В те далёкие и забытые времена, после испытаний по существовавшему правилу в беге, танцах и наказании мужчин, матриархом стала женщина, презиравшая представителей другого пола за их грубость и непритязательный вид, кроме Анки, выбранного ею из сотни представленных на смотр претендентов для продолжения рода, утех и иных услуг.

Его мощный торс, красивые, сильные ноги и руки не шли ни в какое сравнение с тем поистине божественным даром, что называется мужской силой. Анки мог удовлетворить страсть не только своей повелительницы, его хватало и на многочисленную свиту матриарха.

Вид его особых достоинств приводил женщин в исступление.

Поэтому через три года, когда матриарх должна была освободиться от Анки, убив и сварив его в воде на человечьерукой траве, она спрятала его в глубокой яме, а вместо него умертвила и съела другого мужчину.

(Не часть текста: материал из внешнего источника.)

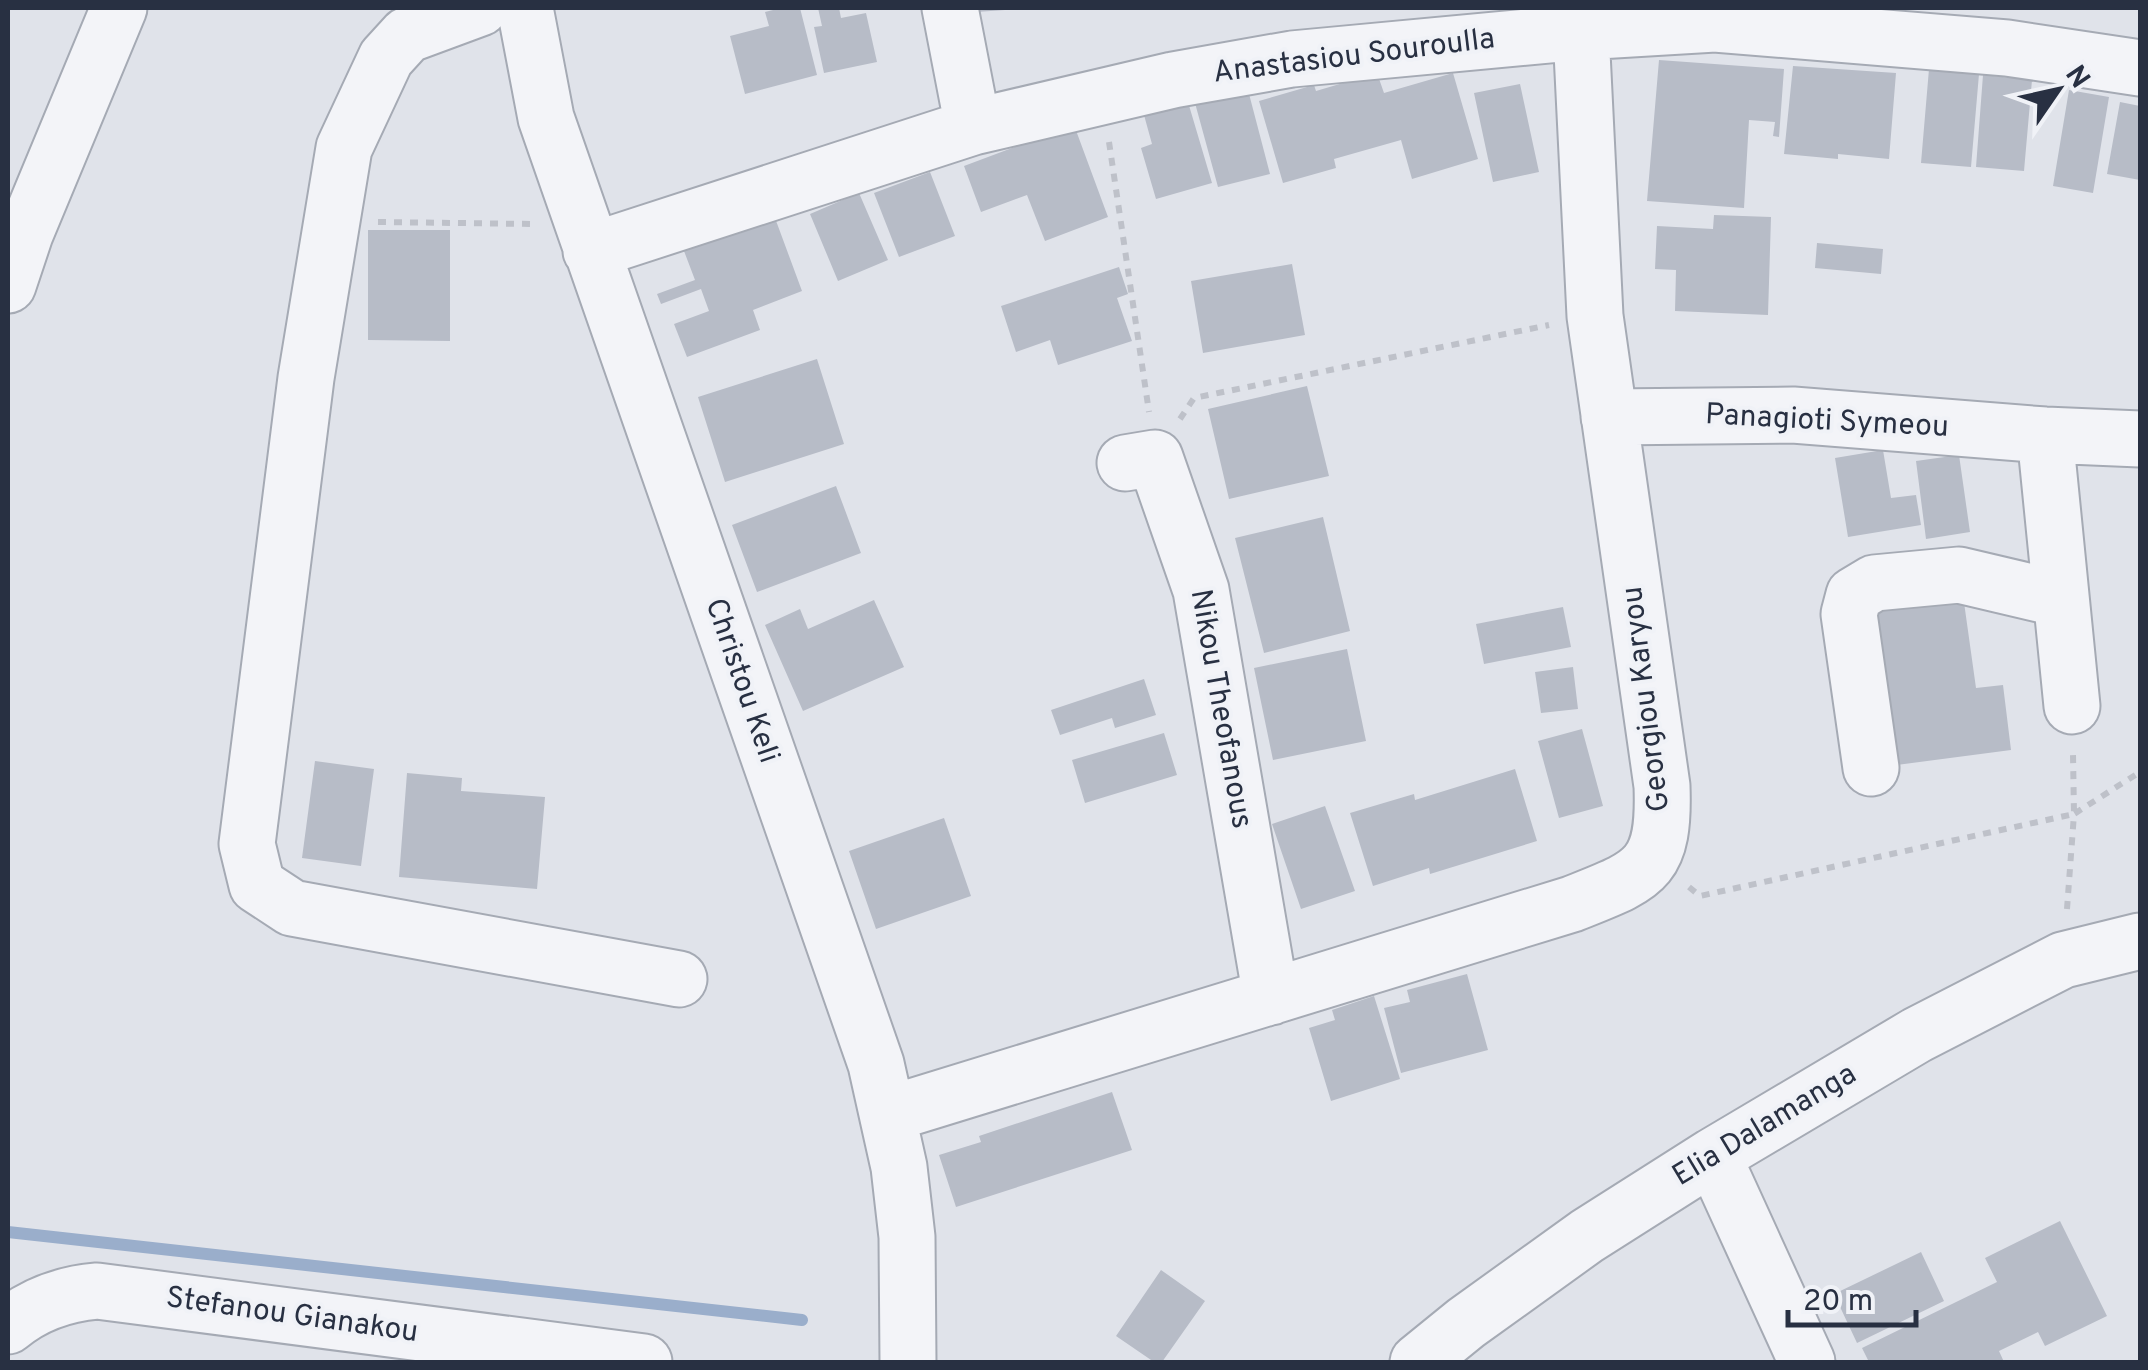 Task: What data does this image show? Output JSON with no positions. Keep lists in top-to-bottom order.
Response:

Анки снова оказался в списке претендентов и, естественно, матриарх выбрала его и родила в этот раз от него сына Пели, первый крик которого совпал с падением с неба раскалённых каменных капель дождя, сжигающего всё на земле.

Мужчины в большинстве своём находились вне поселений и убежищ, поэтому сгорели сразу. Малая их часть заслонила женщин и тоже сгорела. Лишь один Анки отсиделся в глубокой яме…

Так рассказывала легенда.

По-видимому, всё-таки он не был единственным. В некоторых вариантах легенды говорилось, что когда Пели сам ушёл в гости к прародителям, то оставил после себя мир, совсем не похожий на прежний, а мужчины взяли себе женщин сколько могли, даже по двадцать.

Правда, все они от любовного истощения быстро умерли, но женщины успели зачать и народить от них детей. Много детей. И сейчас потомки тех первых мужчин, обособясь в роды и племена, носили их имена.

Зато Анки забрал к себе сорок женщин и жил долго Он оставил после себя столько сынов и дочерей, сколько произвели на свет все остальные мужчины вместе взятые.

Анки к тому же стал патриархом, а его потомки стали властвовать в Великом Пелилакканке.

После смерти первого патриарха каждый мужчина должен был иметь столько жён, сколько мог покрыть ради продолжения поколений, ибо женщины преобладали. Однако с годами природа навела извечный порядок: мальчиков стало рождаться больше, чем девочек. Несмотря на преобладающую смертность среди мужской составляющей, пропорции полов уравнялись.

Наступила пора вернуться к прежнему образу жизни.

Да какой же мужчина, вкусивший власть, отдаст её? И кому? Женщинам? Женщинам, которые могут только работать и ублажать любые фантазии и капризы своего домашнего Анки?!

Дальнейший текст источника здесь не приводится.